PROBLEM DESCRIPTION:
Find each line below that includes "background", then copy it.
(AVAILABLE DATA)
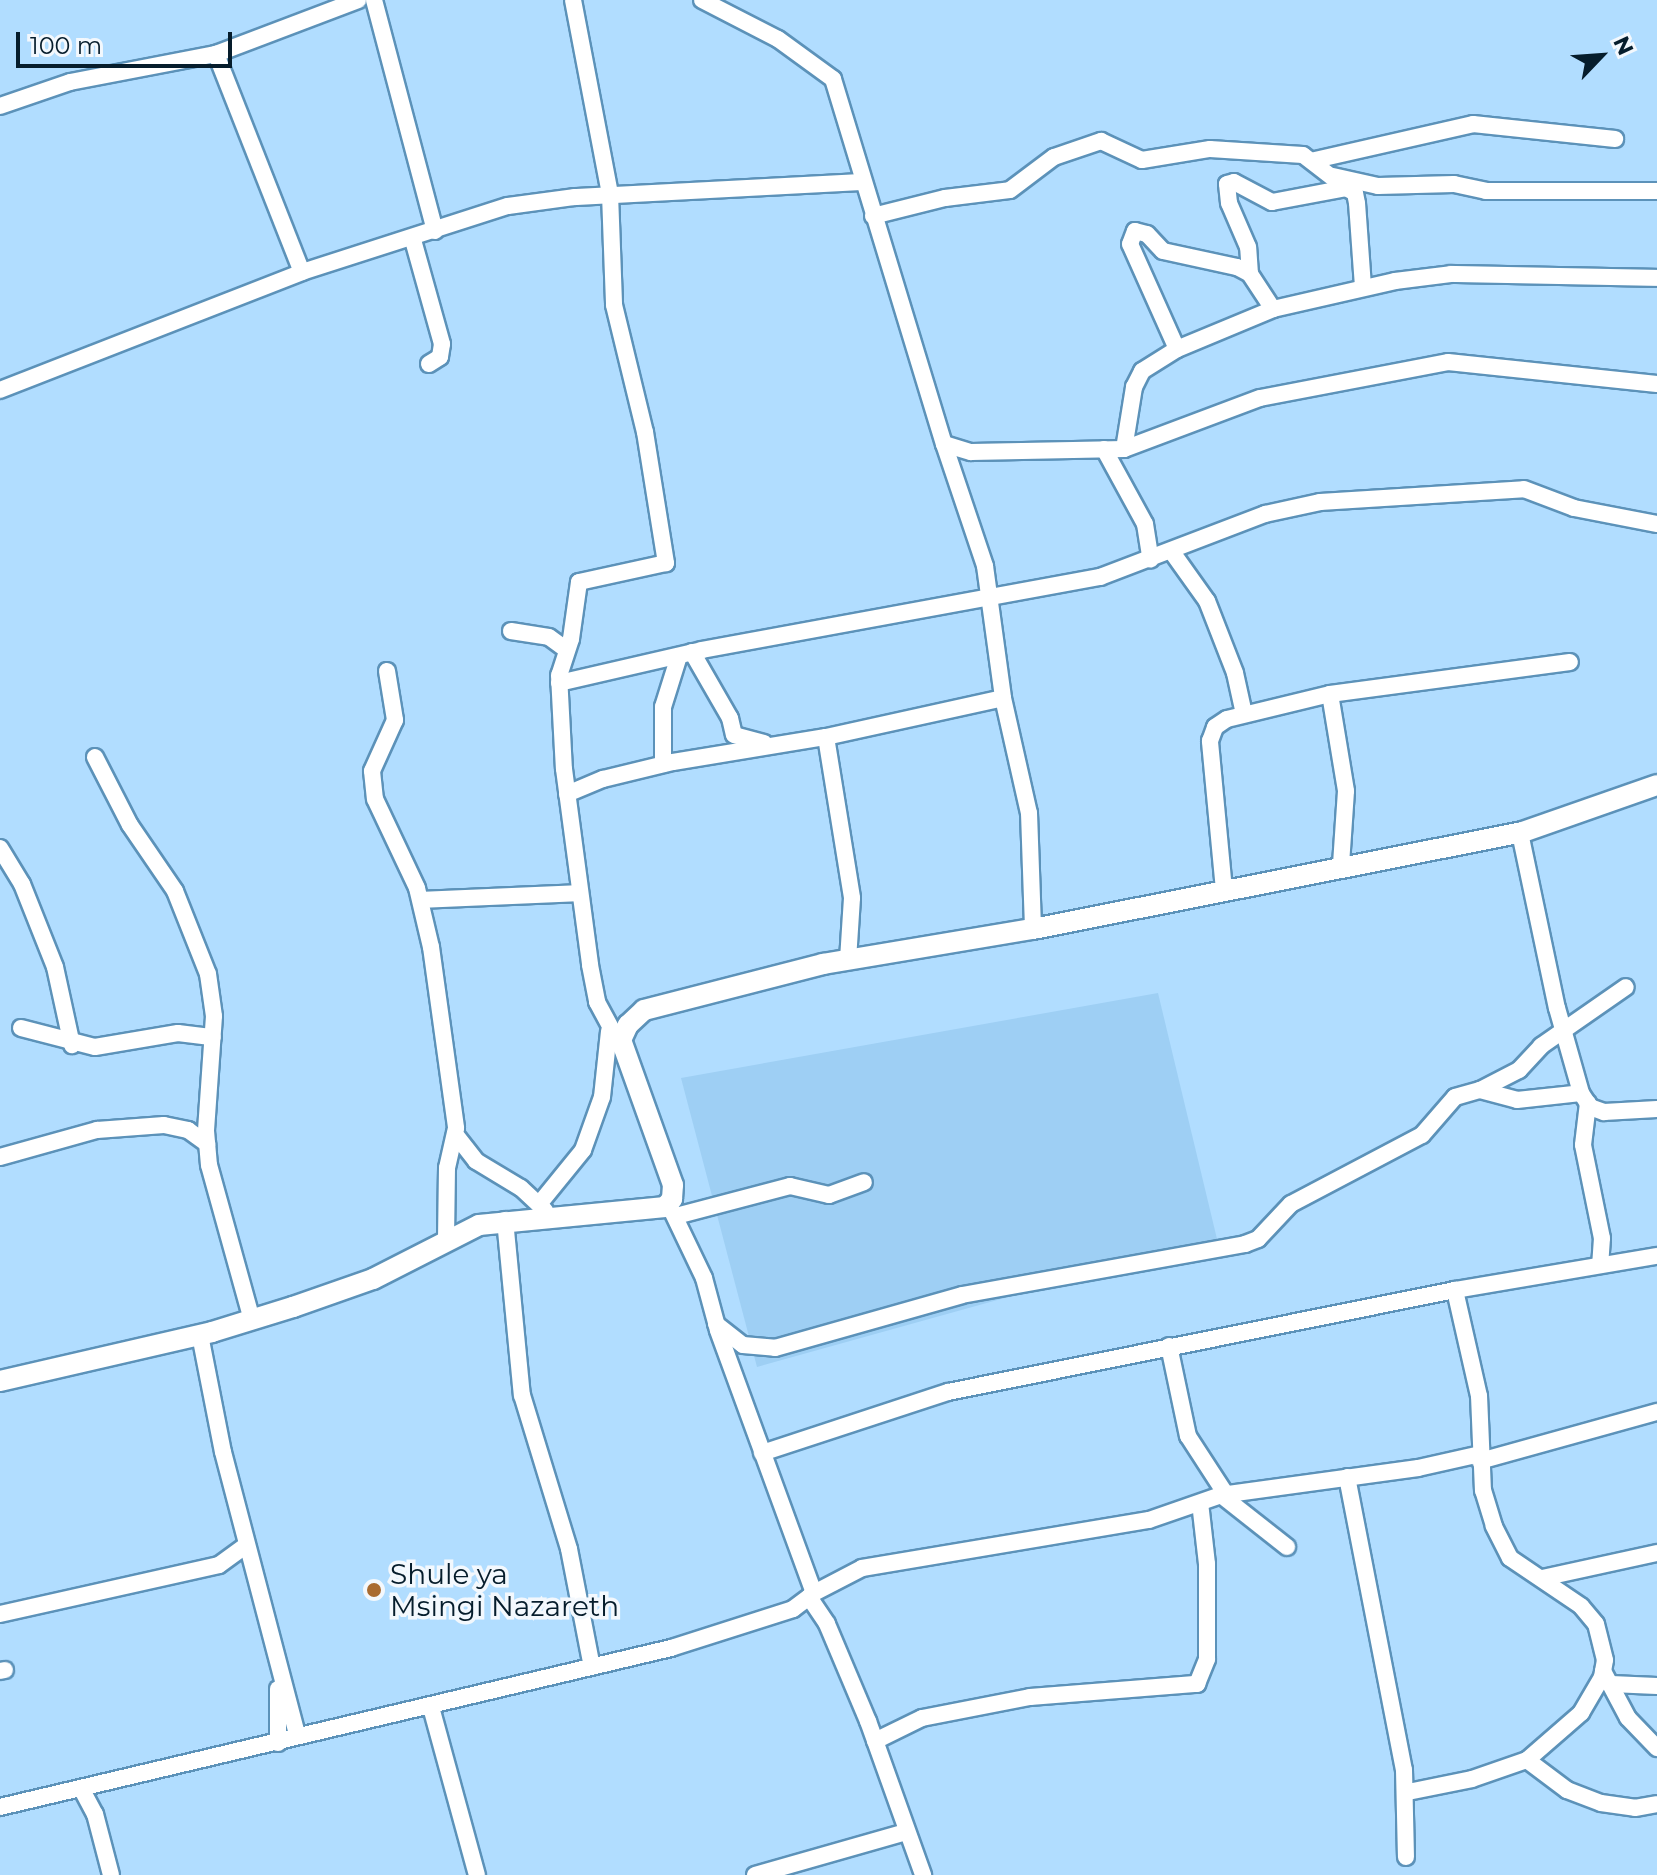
<!DOCTYPE html>
<html>
<head>
<meta charset="utf-8">
<style>
	body { margin:0 }
	#map { position:relative; width:1657px; height:1875px; overflow:hidden; background:#b1ddff; font-family:Montserrat,sans-serif }
	div>[style] { position:absolute }
	[style*='--x'] { left:calc(var(--x)*1px); top:calc(var(--y)*1px); width:calc(var(--w)*1px); rotate:calc(var(--a)*1deg) }
	.built>* { inset:0; background:#9ecff4 }
	.roads { filter:drop-shadow(2px 0 #5c92b9) drop-shadow(-2px 0 #5c92b9) drop-shadow(0 2px #5c92b9) drop-shadow(0 -2px #5c92b9) }
	.minor>* { height:16px; margin:-8px; padding:0 8px; transform-origin:8px; border-radius:8px; background:#fff }
	.tertiary>* { height:20px; margin:-10px; padding:0 10px; transform-origin:10px; border-radius:10px; background:#fff }
	.dots>* { width:22px; height:22px; translate:-50% -50%; box-sizing:border-box; border:4px solid #f3f8fd; border-radius:50% }
	span { translate:-50% -50%; white-space:nowrap; text-align:center; line-height:1.15; -webkit-text-stroke:7px #f3f8fd; paint-order:stroke }
	.poi-label { font-size:28px; color:#061d2c }
	.left { translate:0 -50%; text-align:left }
	.north { position:absolute; left:1561px; top:16px; width:80px; height:80px; -webkit-text-stroke:6px #f3f8fd; paint-order:stroke; rotate:65deg; font-size:22px; font-weight:700; line-height:32px; text-align:center; color:#061d2c }
	.north::after { content:''; display:block; margin:auto; width:28px; height:36px; background:#061d2c; clip-path:polygon(50% 0,100% 100%,50% 72%,0 100%) }
	.scale { position:absolute; left:16px; top:32px; width:216px; height:36px; box-sizing:border-box; border:4px solid #061d2c; border-top:0; padding-left:10px; font-size:24px; line-height:28px; white-space:nowrap; color:#061d2c; -webkit-text-stroke:6px #f3f8fd; paint-order:stroke }
</style>
</head>
<body>
<div id="map">
	<div class="built">
		<div style="clip-path:polygon(1158px 993px,1217px 1239px,757px 1367px,681px 1078px)"></div>
	</div>
	<div class="roads">
		<div class="minor">
			<div style="--x:374;--y:0;--w:239;--a:75.2"></div>
			<div style="--x:573;--y:0;--w:197;--a:79.2"></div>
			<div style="--x:610;--y:194;--w:111;--a:87.9"></div>
			<div style="--x:614;--y:305;--w:131;--a:76.3"></div>
			<div style="--x:645;--y:432;--w:133;--a:80.9"></div>
			<div style="--x:666;--y:563;--w:89;--a:167.7"></div>
			<div style="--x:579;--y:582;--w:58;--a:98"></div>
			<div style="--x:571;--y:639;--w:38;--a:108"></div>
			<div style="--x:559;--y:675;--w:94;--a:87"></div>
			<div style="--x:564;--y:769;--w:198;--a:82.4"></div>
			<div style="--x:590;--y:965;--w:38;--a:79"></div>
			<div style="--x:597;--y:1002;--w:57;--a:61.6"></div>
			<div style="--x:702;--y:0;--w:85;--a:27.2"></div>
			<div style="--x:778;--y:39;--w:68;--a:36"></div>
			<div style="--x:833;--y:79;--w:382;--a:73.1"></div>
			<div style="--x:944;--y:444;--w:28;--a:17"></div>
			<div style="--x:971;--y:452;--w:153;--a:-1.1"></div>
			<div style="--x:1124;--y:449;--w:145;--a:-20.6"></div>
			<div style="--x:1260;--y:398;--w:191;--a:-10.8"></div>
			<div style="--x:1448;--y:362;--w:210;--a:6"></div>
			<div style="--x:216;--y:54;--w:234;--a:68.5"></div>
			<div style="--x:0;--y:106;--w:74;--a:-18.9"></div>
			<div style="--x:70;--y:82;--w:149;--a:-10.9"></div>
			<div style="--x:216;--y:54;--w:152;--a:-20.8"></div>
			<div style="--x:1315;--y:160;--w:162;--a:-12.8"></div>
			<div style="--x:1473;--y:124;--w:143;--a:6"></div>
			<div style="--x:1333;--y:176;--w:46;--a:12.5"></div>
			<div style="--x:1378;--y:186;--w:76;--a:-1.5"></div>
			<div style="--x:1454;--y:184;--w:33;--a:12"></div>
			<div style="--x:1486;--y:191;--w:171;--a:0"></div>
			<div style="--x:873;--y:216;--w:74;--a:-14"></div>
			<div style="--x:945;--y:198;--w:65;--a:-7"></div>
			<div style="--x:1010;--y:190;--w:55;--a:-36.9"></div>
			<div style="--x:1054;--y:157;--w:50;--a:-18.8"></div>
			<div style="--x:1101;--y:141;--w:45;--a:24.9"></div>
			<div style="--x:1142;--y:160;--w:69;--a:-9.2"></div>
			<div style="--x:1210;--y:149;--w:93;--a:3.7"></div>
			<div style="--x:1303;--y:155;--w:54;--a:37.5"></div>
			<div style="--x:413;--y:240;--w:108;--a:74.4"></div>
			<div style="--x:442;--y:344;--w:13;--a:99"></div>
			<div style="--x:440;--y:357;--w:13;--a:148"></div>
			<div style="--x:1250;--y:274;--w:27;--a:-94"></div>
			<div style="--x:1248;--y:247;--w:48;--a:-113.4"></div>
			<div style="--x:1229;--y:203;--w:19;--a:-96"></div>
			<div style="--x:1227;--y:184;--w:7;--a:-16"></div>
			<div style="--x:1234;--y:182;--w:43;--a:27.8"></div>
			<div style="--x:1272;--y:202;--w:75;--a:-10.7"></div>
			<div style="--x:1346;--y:188;--w:10;--a:29"></div>
			<div style="--x:1355;--y:193;--w:10;--a:79"></div>
			<div style="--x:1357;--y:203;--w:84;--a:85.9"></div>
			<div style="--x:1177;--y:349;--w:115;--a:-114.1"></div>
			<div style="--x:1130;--y:244;--w:14;--a:-69"></div>
			<div style="--x:1135;--y:231;--w:12;--a:14"></div>
			<div style="--x:1147;--y:234;--w:23;--a:47"></div>
			<div style="--x:1163;--y:251;--w:76;--a:12.2"></div>
			<div style="--x:1237;--y:267;--w:15;--a:28"></div>
			<div style="--x:1250;--y:274;--w:42;--a:56.7"></div>
			<div style="--x:0;--y:390;--w:324;--a:-21.3"></div>
			<div style="--x:302;--y:272;--w:216;--a:-17.8"></div>
			<div style="--x:508;--y:206;--w:68;--a:-7.7"></div>
			<div style="--x:575;--y:197;--w:288;--a:-3"></div>
			<div style="--x:944;--y:444;--w:129;--a:71.4"></div>
			<div style="--x:985;--y:566;--w:133;--a:82.2"></div>
			<div style="--x:1003;--y:698;--w:118;--a:77.3"></div>
			<div style="--x:1029;--y:813;--w:116;--a:88"></div>
			<div style="--x:1104;--y:449;--w:85;--a:61.3"></div>
			<div style="--x:1145;--y:524;--w:36;--a:81"></div>
			<div style="--x:1124;--y:449;--w:63;--a:-80.8"></div>
			<div style="--x:1134;--y:387;--w:18;--a:-63"></div>
			<div style="--x:1142;--y:371;--w:41;--a:-32.2"></div>
			<div style="--x:1177;--y:349;--w:104;--a:-22.6"></div>
			<div style="--x:1273;--y:309;--w:125;--a:-12.9"></div>
			<div style="--x:1395;--y:281;--w:56;--a:-7.1"></div>
			<div style="--x:1451;--y:274;--w:206;--a:1.1"></div>
			<div style="--x:1172;--y:552;--w:60;--a:54.5"></div>
			<div style="--x:1207;--y:601;--w:77;--a:68.7"></div>
			<div style="--x:1235;--y:673;--w:42;--a:77.6"></div>
			<div style="--x:511;--y:631;--w:38;--a:9"></div>
			<div style="--x:549;--y:637;--w:22;--a:36"></div>
			<div style="--x:692;--y:652;--w:76;--a:60.1"></div>
			<div style="--x:730;--y:718;--w:17;--a:77"></div>
			<div style="--x:734;--y:735;--w:31;--a:15"></div>
			<div style="--x:387;--y:671;--w:50;--a:80.7"></div>
			<div style="--x:395;--y:720;--w:56;--a:114.3"></div>
			<div style="--x:372;--y:771;--w:28;--a:84"></div>
			<div style="--x:375;--y:799;--w:98;--a:64.7"></div>
			<div style="--x:417;--y:888;--w:61;--a:76.7"></div>
			<div style="--x:431;--y:947;--w:183;--a:82.1"></div>
			<div style="--x:456;--y:1128;--w:41;--a:102.7"></div>
			<div style="--x:447;--y:1168;--w:71;--a:90.8"></div>
			<div style="--x:559;--y:683;--w:147;--a:-13"></div>
			<div style="--x:702;--y:650;--w:405;--a:-10.4"></div>
			<div style="--x:1100;--y:577;--w:177;--a:-20.9"></div>
			<div style="--x:1265;--y:514;--w:56;--a:-12.3"></div>
			<div style="--x:1320;--y:502;--w:204;--a:-3.6"></div>
			<div style="--x:1524;--y:489;--w:53;--a:20.8"></div>
			<div style="--x:1574;--y:508;--w:85;--a:10.9"></div>
			<div style="--x:1330;--y:694;--w:98;--a:80.6"></div>
			<div style="--x:1346;--y:791;--w:73;--a:93.9"></div>
			<div style="--x:826;--y:737;--w:163;--a:80.8"></div>
			<div style="--x:852;--y:898;--w:62;--a:93.7"></div>
			<div style="--x:95;--y:757;--w:76;--a:62.8"></div>
			<div style="--x:130;--y:825;--w:80;--a:55.7"></div>
			<div style="--x:175;--y:891;--w:89;--a:68.3"></div>
			<div style="--x:208;--y:974;--w:42;--a:81.9"></div>
			<div style="--x:214;--y:1016;--w:115;--a:94"></div>
			<div style="--x:206;--y:1131;--w:34;--a:85"></div>
			<div style="--x:209;--y:1165;--w:161;--a:74.5"></div>
			<div style="--x:663;--y:764;--w:57;--a:-90"></div>
			<div style="--x:663;--y:707;--w:53;--a:-72.6"></div>
			<div style="--x:567;--y:794;--w:39;--a:-23"></div>
			<div style="--x:603;--y:779;--w:72;--a:-13.7"></div>
			<div style="--x:673;--y:762;--w:155;--a:-9.3"></div>
			<div style="--x:826;--y:737;--w:181;--a:-12.4"></div>
			<div style="--x:1520;--y:833;--w:179;--a:78.1"></div>
			<div style="--x:1557;--y:1008;--w:88;--a:74.2"></div>
			<div style="--x:1581;--y:1093;--w:17;--a:57"></div>
			<div style="--x:1590;--y:1107;--w:15;--a:20"></div>
			<div style="--x:1604;--y:1112;--w:53;--a:-3.2"></div>
			<div style="--x:0;--y:848;--w:42;--a:58.6"></div>
			<div style="--x:22;--y:884;--w:89;--a:68.3"></div>
			<div style="--x:55;--y:967;--w:80;--a:77.7"></div>
			<div style="--x:1224;--y:890;--w:150;--a:-95.4"></div>
			<div style="--x:1210;--y:741;--w:15;--a:-70"></div>
			<div style="--x:1215;--y:727;--w:14;--a:-34"></div>
			<div style="--x:1227;--y:719;--w:106;--a:-13.6"></div>
			<div style="--x:1330;--y:694;--w:242;--a:-7.6"></div>
			<div style="--x:421;--y:900;--w:159;--a:-2.5"></div>
			<div style="--x:21;--y:1028;--w:76;--a:14.4"></div>
			<div style="--x:95;--y:1047;--w:84;--a:-9.6"></div>
			<div style="--x:178;--y:1033;--w:35;--a:7"></div>
			<div style="--x:1480;--y:1090;--w:44;--a:-27.1"></div>
			<div style="--x:1519;--y:1070;--w:33;--a:-47"></div>
			<div style="--x:1541;--y:1046;--w:103;--a:-34.8"></div>
			<div style="--x:1588;--y:1103;--w:42;--a:96.8"></div>
			<div style="--x:1583;--y:1145;--w:95;--a:78.5"></div>
			<div style="--x:1602;--y:1238;--w:27;--a:94"></div>
			<div style="--x:455;--y:1134;--w:34;--a:52"></div>
			<div style="--x:476;--y:1161;--w:52;--a:31"></div>
			<div style="--x:521;--y:1188;--w:33;--a:43"></div>
			<div style="--x:0;--y:1157;--w:101;--a:-15.6"></div>
			<div style="--x:97;--y:1130;--w:67;--a:-4.3"></div>
			<div style="--x:164;--y:1125;--w:25;--a:12"></div>
			<div style="--x:188;--y:1130;--w:24;--a:36"></div>
			<div style="--x:540;--y:1203;--w:68;--a:-50.9"></div>
			<div style="--x:583;--y:1150;--w:56;--a:-70.3"></div>
			<div style="--x:602;--y:1097;--w:66;--a:-83.9"></div>
			<div style="--x:676;--y:1216;--w:118;--a:-14.7"></div>
			<div style="--x:790;--y:1186;--w:40;--a:13"></div>
			<div style="--x:829;--y:1195;--w:37;--a:-20"></div>
			<div style="--x:505;--y:1220;--w:176;--a:84.5"></div>
			<div style="--x:522;--y:1395;--w:161;--a:73"></div>
			<div style="--x:569;--y:1549;--w:120;--a:79"></div>
			<div style="--x:716;--y:1324;--w:34;--a:38"></div>
			<div style="--x:743;--y:1345;--w:32;--a:5"></div>
			<div style="--x:775;--y:1348;--w:194;--a:-15.8"></div>
			<div style="--x:962;--y:1295;--w:288;--a:-10.2"></div>
			<div style="--x:1245;--y:1244;--w:14;--a:-21"></div>
			<div style="--x:1258;--y:1239;--w:48;--a:-46.7"></div>
			<div style="--x:1291;--y:1204;--w:148;--a:-27.8"></div>
			<div style="--x:1422;--y:1135;--w:50;--a:-49"></div>
			<div style="--x:1455;--y:1097;--w:26;--a:-16"></div>
			<div style="--x:1480;--y:1090;--w:38;--a:15"></div>
			<div style="--x:1517;--y:1100;--w:64;--a:-6.2"></div>
			<div style="--x:200;--y:1335;--w:119;--a:78.9"></div>
			<div style="--x:223;--y:1452;--w:293;--a:75.3"></div>
			<div style="--x:1169;--y:1346;--w:92;--a:78.1"></div>
			<div style="--x:1188;--y:1436;--w:72;--a:57"></div>
			<div style="--x:762;--y:1453;--w:196;--a:-18.2"></div>
			<div style="--x:948;--y:1392;--w:517;--a:-11.38"></div>
			<div style="--x:1455;--y:1290;--w:205;--a:-9.6"></div>
			<div style="--x:1480;--y:1461;--w:184;--a:-15.5"></div>
			<div style="--x:1347;--y:1477;--w:298;--a:79"></div>
			<div style="--x:1404;--y:1770;--w:87;--a:88.7"></div>
			<div style="--x:1221;--y:1495;--w:84;--a:38.2"></div>
			<div style="--x:1542;--y:1578;--w:118;--a:-12.3"></div>
			<div style="--x:814;--y:1593;--w:54;--a:-27.5"></div>
			<div style="--x:862;--y:1568;--w:291;--a:-9.5"></div>
			<div style="--x:1149;--y:1520;--w:76;--a:-19.1"></div>
			<div style="--x:1221;--y:1495;--w:199;--a:-7.8"></div>
			<div style="--x:1418;--y:1468;--w:64;--a:-12.7"></div>
			<div style="--x:809;--y:1597;--w:32;--a:56"></div>
			<div style="--x:827;--y:1624;--w:105;--a:67.1"></div>
			<div style="--x:868;--y:1721;--w:164;--a:70.3"></div>
			<div style="--x:0;--y:1614;--w:224;--a:-12.6"></div>
			<div style="--x:219;--y:1565;--w:34;--a:-36"></div>
			<div style="--x:0;--y:1671;--w:5;--a:-11"></div>
			<div style="--x:1603;--y:1671;--w:53;--a:62"></div>
			<div style="--x:1628;--y:1718;--w:42;--a:46"></div>
			<div style="--x:1611;--y:1684;--w:46;--a:2.5"></div>
			<div style="--x:431;--y:1707;--w:174;--a:74.7"></div>
			<div style="--x:875;--y:1741;--w:52;--a:-26.1"></div>
			<div style="--x:922;--y:1718;--w:110;--a:-11"></div>
			<div style="--x:1030;--y:1697;--w:168;--a:-4.5"></div>
			<div style="--x:1197;--y:1684;--w:27;--a:-68"></div>
			<div style="--x:1207;--y:1659;--w:95;--a:-90"></div>
			<div style="--x:1207;--y:1564;--w:61;--a:-96.5"></div>
			<div style="--x:278;--y:1743;--w:54;--a:-90"></div>
			<div style="--x:1527;--y:1760;--w:50;--a:36.9"></div>
			<div style="--x:1567;--y:1790;--w:36;--a:21"></div>
			<div style="--x:1601;--y:1803;--w:34;--a:8"></div>
			<div style="--x:1635;--y:1808;--w:22;--a:-10"></div>
			<div style="--x:81;--y:1788;--w:30;--a:62"></div>
			<div style="--x:95;--y:1814;--w:63;--a:75.3"></div>
			<div style="--x:1408;--y:1792;--w:65;--a:-11.5"></div>
			<div style="--x:1472;--y:1779;--w:58;--a:-19.1"></div>
			<div style="--x:1527;--y:1760;--w:72;--a:-41"></div>
			<div style="--x:1581;--y:1713;--w:42;--a:-59.7"></div>
			<div style="--x:1602;--y:1677;--w:17;--a:-80"></div>
			<div style="--x:1605;--y:1660;--w:37;--a:-104"></div>
			<div style="--x:1596;--y:1624;--w:23;--a:-130"></div>
			<div style="--x:1581;--y:1606;--w:86;--a:-145.9"></div>
			<div style="--x:1510;--y:1558;--w:36;--a:-117"></div>
			<div style="--x:1494;--y:1526;--w:37;--a:-107"></div>
			<div style="--x:1483;--y:1491;--w:95;--a:-92.4"></div>
			<div style="--x:1479;--y:1396;--w:109;--a:-102.8"></div>
			<div style="--x:0;--y:1807;--w:690;--a:-13.33"></div>
			<div style="--x:671;--y:1648;--w:128;--a:-17.7"></div>
			<div style="--x:793;--y:1609;--w:26;--a:-37"></div>
			<div style="--x:814;--y:1593;--w:280;--a:-110.1"></div>
			<div style="--x:718;--y:1330;--w:54;--a:-105.1"></div>
			<div style="--x:704;--y:1278;--w:83;--a:-115.6"></div>
			<div style="--x:755;--y:1875;--w:157;--a:-15.9"></div>
		</div>
		<div class="tertiary">
			<div style="--x:0;--y:1381;--w:218;--a:-13"></div>
			<div style="--x:212;--y:1332;--w:85;--a:-17.2"></div>
			<div style="--x:293;--y:1307;--w:85;--a:-19.3"></div>
			<div style="--x:373;--y:1279;--w:119;--a:-27"></div>
			<div style="--x:479;--y:1225;--w:187;--a:-5.5"></div>
			<div style="--x:665;--y:1207;--w:11;--a:-49"></div>
			<div style="--x:672;--y:1199;--w:14;--a:-86"></div>
			<div style="--x:673;--y:1185;--w:154;--a:-109.7"></div>
			<div style="--x:621;--y:1040;--w:17;--a:-65"></div>
			<div style="--x:628;--y:1025;--w:22;--a:-43"></div>
			<div style="--x:644;--y:1010;--w:185;--a:-14.4"></div>
			<div style="--x:823;--y:964;--w:213;--a:-9.5"></div>
			<div style="--x:1033;--y:929;--w:496;--a:-11.2"></div>
			<div style="--x:1520;--y:833;--w:145;--a:-19.3"></div>
		</div>
	</div>
	<div class="dots">
		<div style="left:374px;top:1590px;background:#a96b30"></div>
	</div>
	<div class="poi-label">
		<span class="left" style="left:390px;top:1590px">Shule ya<br>Msingi Nazareth</span>
	</div>
	<div class="north">N</div>
	<div class="scale">100 m</div>
</div>
</body>
</html>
(End AVAILABLE DATA)
RESPONSE BOX:
	#map { position:relative; width:1657px; height:1875px; overflow:hidden; background:#b1ddff; font-family:Montserrat,sans-serif }
	.built>* { inset:0; background:#9ecff4 }
	.minor>* { height:16px; margin:-8px; padding:0 8px; transform-origin:8px; border-radius:8px; background:#fff }
	.tertiary>* { height:20px; margin:-10px; padding:0 10px; transform-origin:10px; border-radius:10px; background:#fff }
	.north::after { content:''; display:block; margin:auto; width:28px; height:36px; background:#061d2c; clip-path:polygon(50% 0,100% 100%,50% 72%,0 100%) }
		<div style="left:374px;top:1590px;background:#a96b30"></div>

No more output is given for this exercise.